I'm expanding my carbon star list beyond the Astronomical League list.
I found a thread on CN where Bill Paolini provided a very nice list of carbons.
There are stars on the list that I have no idea of their catalog to be able to look them up.
I've tried punching in the coordinates in SSpro but have not had luck with that route either.
Maybe there's a site where I can reverse-lookup using coordinates and it tells me the star?
Here's some examples of the star IDs in the list. Fairly certain they're not HR, HD or HIP either.
C* 2138 (fairly certain the C* is not part of the ID# but can't figure it out)
Thoughts or suggestions much appreciated, I really want to see some of these!
Some have beaten me to this, SIMBAD ID search is the best route, and although your result page may have a different title than the name you put in, that is because it allows a large number of cross identifications as well. Most of the above will likely work. The important bit to you is the C* bit, which I will mention last.
2MASS is a near infrared allsky catalogue
GSC is the Guide Star Catalogue. Incidentally Tycho identifiers use the same system, except with an added number on the end often to show whether stars are single or not. For example this star will be TYC 04046-00813-1 . Sometimes things will work without the -1 at the end for TYCHO searches (eg software), or without preceeding zeroes. Sometimes not.

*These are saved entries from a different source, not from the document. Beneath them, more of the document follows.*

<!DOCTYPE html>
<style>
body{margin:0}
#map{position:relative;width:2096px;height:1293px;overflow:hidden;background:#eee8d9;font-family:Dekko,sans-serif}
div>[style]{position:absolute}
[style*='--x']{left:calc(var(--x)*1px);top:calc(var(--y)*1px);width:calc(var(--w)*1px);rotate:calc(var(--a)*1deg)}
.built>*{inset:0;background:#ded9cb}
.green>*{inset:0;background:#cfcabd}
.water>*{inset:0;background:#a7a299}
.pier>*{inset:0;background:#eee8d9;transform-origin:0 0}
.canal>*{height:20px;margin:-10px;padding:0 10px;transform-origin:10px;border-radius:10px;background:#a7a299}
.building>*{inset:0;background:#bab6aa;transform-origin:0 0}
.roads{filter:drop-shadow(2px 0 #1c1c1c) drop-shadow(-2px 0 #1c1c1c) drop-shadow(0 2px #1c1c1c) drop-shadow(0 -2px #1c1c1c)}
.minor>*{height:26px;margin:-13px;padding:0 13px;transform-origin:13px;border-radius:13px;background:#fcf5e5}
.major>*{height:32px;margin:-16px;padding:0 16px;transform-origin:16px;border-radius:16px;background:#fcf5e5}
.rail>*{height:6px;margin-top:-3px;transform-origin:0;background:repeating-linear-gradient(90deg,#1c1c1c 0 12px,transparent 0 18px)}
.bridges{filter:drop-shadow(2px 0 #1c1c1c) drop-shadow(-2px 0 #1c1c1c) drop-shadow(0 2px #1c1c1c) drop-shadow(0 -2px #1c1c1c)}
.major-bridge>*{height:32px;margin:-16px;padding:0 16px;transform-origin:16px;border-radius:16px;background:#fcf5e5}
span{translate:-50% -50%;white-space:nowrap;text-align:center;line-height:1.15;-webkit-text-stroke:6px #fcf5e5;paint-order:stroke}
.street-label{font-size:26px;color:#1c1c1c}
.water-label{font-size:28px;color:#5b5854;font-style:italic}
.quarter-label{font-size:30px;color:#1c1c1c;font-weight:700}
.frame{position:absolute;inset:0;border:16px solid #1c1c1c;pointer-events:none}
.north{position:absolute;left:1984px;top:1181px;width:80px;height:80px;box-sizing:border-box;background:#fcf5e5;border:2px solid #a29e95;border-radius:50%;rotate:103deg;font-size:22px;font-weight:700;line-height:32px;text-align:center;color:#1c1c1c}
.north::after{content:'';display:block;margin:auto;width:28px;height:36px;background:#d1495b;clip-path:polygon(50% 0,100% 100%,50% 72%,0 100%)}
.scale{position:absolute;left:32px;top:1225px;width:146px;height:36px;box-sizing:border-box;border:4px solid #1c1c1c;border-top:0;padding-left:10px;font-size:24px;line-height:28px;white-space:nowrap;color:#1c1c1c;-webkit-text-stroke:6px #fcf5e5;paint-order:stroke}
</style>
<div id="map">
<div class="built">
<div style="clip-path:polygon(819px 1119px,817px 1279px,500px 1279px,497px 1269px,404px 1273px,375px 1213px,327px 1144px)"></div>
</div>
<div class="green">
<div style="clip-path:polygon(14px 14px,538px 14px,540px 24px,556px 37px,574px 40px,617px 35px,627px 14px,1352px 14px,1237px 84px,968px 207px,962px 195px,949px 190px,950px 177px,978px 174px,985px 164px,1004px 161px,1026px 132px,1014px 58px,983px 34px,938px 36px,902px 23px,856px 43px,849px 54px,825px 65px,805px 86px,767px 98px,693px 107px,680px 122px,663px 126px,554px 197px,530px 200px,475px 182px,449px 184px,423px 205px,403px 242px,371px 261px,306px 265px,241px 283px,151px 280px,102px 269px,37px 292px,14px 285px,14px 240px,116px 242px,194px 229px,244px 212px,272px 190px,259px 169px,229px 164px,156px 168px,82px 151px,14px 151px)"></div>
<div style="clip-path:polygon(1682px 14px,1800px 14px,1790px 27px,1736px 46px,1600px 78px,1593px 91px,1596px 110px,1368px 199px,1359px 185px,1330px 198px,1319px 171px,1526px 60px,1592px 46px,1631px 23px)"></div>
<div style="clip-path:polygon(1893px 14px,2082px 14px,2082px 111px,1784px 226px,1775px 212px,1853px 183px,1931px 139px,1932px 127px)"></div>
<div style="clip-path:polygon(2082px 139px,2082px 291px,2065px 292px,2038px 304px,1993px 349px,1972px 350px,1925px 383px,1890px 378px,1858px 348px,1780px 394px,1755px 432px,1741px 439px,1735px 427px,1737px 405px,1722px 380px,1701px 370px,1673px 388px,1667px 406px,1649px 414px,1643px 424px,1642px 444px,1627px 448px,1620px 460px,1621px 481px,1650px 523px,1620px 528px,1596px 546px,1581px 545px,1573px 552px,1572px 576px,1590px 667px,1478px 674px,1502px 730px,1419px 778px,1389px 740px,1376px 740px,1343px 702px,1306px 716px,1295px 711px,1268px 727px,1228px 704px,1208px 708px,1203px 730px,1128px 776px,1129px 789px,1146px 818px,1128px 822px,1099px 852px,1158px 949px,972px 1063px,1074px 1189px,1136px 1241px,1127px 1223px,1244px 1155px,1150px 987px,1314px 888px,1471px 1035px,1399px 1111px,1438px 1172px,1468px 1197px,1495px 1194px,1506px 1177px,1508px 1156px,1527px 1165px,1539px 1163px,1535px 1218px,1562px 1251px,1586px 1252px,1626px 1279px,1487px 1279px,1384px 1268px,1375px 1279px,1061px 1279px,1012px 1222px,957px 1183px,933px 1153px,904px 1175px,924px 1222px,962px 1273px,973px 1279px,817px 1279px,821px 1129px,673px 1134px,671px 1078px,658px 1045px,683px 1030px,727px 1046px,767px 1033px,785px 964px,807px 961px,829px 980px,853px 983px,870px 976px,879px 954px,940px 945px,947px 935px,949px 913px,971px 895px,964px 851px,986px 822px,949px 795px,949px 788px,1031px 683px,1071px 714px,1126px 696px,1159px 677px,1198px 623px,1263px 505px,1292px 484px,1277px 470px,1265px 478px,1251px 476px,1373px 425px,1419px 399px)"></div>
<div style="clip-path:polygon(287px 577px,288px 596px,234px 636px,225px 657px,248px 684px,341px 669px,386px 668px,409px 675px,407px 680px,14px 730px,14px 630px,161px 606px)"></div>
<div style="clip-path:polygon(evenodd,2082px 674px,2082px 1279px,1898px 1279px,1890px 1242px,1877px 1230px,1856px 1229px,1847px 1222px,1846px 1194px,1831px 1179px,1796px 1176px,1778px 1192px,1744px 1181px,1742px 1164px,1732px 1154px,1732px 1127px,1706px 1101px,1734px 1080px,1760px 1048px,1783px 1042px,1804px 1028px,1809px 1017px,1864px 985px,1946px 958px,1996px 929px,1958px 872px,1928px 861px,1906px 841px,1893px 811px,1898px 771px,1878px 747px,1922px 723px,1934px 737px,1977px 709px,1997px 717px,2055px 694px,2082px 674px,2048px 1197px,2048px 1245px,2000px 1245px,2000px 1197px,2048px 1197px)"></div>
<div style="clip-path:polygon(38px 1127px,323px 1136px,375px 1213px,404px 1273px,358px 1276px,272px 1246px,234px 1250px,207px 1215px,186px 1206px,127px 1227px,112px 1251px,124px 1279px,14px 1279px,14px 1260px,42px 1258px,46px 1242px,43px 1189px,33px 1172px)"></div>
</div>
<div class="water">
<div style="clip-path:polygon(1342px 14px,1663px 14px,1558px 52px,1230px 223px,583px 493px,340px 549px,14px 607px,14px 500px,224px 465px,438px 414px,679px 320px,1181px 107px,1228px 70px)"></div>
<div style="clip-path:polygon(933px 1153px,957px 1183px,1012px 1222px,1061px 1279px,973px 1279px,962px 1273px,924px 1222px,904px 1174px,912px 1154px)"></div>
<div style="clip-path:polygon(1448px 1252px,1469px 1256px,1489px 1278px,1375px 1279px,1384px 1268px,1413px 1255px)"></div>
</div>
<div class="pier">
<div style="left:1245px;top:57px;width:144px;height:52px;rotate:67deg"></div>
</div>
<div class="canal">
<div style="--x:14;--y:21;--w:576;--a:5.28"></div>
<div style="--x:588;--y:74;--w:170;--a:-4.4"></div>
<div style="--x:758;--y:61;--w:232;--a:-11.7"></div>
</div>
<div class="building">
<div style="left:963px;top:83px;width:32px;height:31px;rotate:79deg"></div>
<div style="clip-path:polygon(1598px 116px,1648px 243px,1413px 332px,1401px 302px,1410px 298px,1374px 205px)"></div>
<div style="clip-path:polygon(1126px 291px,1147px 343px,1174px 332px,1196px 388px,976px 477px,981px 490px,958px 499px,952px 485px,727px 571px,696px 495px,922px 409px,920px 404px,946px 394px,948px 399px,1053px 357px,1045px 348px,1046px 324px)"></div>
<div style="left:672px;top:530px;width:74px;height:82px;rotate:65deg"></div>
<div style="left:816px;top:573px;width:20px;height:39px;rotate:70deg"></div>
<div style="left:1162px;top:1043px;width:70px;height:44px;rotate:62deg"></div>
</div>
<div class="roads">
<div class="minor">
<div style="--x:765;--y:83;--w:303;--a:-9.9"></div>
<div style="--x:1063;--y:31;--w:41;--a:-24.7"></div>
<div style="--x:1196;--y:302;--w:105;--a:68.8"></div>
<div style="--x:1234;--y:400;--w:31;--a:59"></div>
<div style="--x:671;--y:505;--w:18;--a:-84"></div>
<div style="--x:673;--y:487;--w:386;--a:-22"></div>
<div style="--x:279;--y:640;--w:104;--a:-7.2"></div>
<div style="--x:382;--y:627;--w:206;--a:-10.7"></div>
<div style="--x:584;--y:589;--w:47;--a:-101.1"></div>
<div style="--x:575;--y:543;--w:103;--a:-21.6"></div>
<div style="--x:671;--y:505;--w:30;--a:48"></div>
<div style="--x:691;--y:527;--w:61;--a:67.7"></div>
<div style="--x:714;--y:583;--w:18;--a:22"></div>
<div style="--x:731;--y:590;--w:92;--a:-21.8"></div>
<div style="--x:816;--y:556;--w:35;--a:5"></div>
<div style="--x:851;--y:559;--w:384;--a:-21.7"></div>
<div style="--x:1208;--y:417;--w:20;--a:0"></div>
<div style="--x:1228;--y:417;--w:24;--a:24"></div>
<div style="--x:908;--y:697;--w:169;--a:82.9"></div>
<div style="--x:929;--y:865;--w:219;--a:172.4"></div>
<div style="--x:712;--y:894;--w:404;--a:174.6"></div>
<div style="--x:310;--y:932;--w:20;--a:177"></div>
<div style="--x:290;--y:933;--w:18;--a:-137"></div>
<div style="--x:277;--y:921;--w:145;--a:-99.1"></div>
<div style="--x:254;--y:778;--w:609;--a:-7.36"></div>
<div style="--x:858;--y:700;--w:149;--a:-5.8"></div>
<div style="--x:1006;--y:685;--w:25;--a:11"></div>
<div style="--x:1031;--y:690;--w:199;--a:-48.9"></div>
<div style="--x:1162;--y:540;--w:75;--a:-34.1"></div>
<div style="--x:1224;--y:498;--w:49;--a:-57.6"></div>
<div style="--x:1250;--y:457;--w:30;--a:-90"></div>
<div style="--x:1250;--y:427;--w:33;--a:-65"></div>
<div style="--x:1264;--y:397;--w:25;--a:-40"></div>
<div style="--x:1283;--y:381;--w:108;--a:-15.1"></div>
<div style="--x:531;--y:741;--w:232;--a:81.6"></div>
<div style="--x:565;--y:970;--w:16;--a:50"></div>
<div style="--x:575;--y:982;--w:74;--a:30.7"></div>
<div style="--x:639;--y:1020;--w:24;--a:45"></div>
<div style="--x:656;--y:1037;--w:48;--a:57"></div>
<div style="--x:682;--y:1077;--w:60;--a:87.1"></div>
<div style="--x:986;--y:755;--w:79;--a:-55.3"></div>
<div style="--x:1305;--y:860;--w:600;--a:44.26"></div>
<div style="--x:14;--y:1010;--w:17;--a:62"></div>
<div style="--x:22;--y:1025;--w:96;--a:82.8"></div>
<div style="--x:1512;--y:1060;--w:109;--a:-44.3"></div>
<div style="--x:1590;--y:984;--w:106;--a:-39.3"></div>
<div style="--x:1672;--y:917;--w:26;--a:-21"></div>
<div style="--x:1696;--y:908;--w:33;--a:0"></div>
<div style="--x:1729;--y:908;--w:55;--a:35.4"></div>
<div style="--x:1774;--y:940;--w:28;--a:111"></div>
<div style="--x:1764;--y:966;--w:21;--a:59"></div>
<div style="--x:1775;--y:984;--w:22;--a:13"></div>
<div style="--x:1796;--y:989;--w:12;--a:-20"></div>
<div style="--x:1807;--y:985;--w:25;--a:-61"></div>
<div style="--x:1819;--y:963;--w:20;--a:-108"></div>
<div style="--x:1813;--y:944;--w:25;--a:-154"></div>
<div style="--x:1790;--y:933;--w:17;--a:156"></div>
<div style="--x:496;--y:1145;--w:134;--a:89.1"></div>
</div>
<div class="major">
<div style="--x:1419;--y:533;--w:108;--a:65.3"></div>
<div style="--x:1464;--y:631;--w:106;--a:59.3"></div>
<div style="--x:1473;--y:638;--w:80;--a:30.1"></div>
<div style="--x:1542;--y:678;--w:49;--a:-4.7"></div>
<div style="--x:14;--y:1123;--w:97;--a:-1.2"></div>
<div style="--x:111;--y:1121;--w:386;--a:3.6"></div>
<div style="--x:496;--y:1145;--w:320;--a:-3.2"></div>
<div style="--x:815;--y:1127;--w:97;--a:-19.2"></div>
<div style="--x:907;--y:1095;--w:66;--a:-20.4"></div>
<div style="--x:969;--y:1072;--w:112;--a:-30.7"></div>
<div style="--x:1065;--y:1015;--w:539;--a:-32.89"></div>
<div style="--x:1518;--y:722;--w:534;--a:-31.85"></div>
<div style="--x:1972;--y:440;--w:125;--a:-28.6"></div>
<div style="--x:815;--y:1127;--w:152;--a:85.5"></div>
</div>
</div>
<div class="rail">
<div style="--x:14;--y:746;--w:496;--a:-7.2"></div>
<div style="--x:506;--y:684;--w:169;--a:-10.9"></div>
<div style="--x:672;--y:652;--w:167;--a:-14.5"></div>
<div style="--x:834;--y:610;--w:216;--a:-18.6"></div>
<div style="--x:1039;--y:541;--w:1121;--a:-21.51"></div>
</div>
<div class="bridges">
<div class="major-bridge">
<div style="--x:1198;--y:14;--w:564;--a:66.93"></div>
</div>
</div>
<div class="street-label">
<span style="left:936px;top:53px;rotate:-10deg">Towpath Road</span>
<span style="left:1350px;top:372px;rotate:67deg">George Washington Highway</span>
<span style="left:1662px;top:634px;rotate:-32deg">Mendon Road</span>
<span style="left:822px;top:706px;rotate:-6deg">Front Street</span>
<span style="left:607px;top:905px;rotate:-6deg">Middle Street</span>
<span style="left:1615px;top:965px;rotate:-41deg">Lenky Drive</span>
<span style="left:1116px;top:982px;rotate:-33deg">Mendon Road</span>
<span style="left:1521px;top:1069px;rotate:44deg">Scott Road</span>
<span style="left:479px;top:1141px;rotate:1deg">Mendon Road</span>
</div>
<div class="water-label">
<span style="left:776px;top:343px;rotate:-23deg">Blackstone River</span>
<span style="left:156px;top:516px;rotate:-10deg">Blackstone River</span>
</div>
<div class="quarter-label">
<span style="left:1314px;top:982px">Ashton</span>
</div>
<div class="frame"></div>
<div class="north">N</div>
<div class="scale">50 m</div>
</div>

CD and CpD are Durchmusterungs. Look that word up in wikipedia. CD is Cordoba (Argentina) CpD is Cape Photographic (South Africa), once upon a time you only had these to get down to magnitude 9. You will have likely heard of BD for the common most Durchmusterun, these are southern hemisphere extensions. The first one I think may have been SD, which took things just a bit more south than BD, at least I don't think it is called SBD, which would be unfortunate.
VES looks likely to be a red star list. I'm wrong. If you look at SIMBAD one link is to a 'nomenclature dictionary' and it says several but the likely one is Vatican Emission Star, which is a bit of a surprise for a carbon star.
C* is actually SIMBAD specific shorthand for carbon star, unique to simbad, someone has just copied it.
However, the number will be the number in the CGCS, which stands for Cool Galactic Carbon Star (interpret the word 'cool' however you wish). The last edition was the second edition, or possibly the third?, and it too evolved from an earlier carbon star list. In the past certain professional astronomers with a specialisation used to make compilation catalogues of specific types of objects by wading through the literature, and then people would notifiy them directly on new discoveries or they'd see them in new papers from targetted spectroscopic surveys or something and they would grow in size. Most of these people have retired now and such catalogues are rarely udpated, but their data is still as valid today, especially in the magnitude ranges most amateurs will be able to achieve.
If you see something like C* 1234 then it will be CGCS 1234.
The full catalogue is available via VizieR, here is the direct link to the third edition (not all numbering stays the same in all editions) :-
if you clicked the all columns tickbox at bottom and typed in 2138 in the box with CGCS to the left of it you will get all the CGCS catalogue data available for that star.
Coordinates are a bit out of date, but you can use 2MASS for that. It didn't work because the 2MASS identifier excludes the decimal point. You have to add them. 2MASS identifiers use 1 decimal place for declination and 2 decimal places for RA.
J06365403+0305233 = RA 06h 36m 54.03s +03d 05' 23.3" in sexagesimal to J2000. In SIMBAD you have to use spaces, so that would be 06 36 54.03 +03 05 23.3 in the coordinate box. Use whatever your software prefers.
Finally, Guide by projectpluto has a system for showing carbon stars from this catalogue with little red x marks and the number in red, do a webearch on carbon stars and guide and projectpluto. I would be surprised if similar is not available in other software.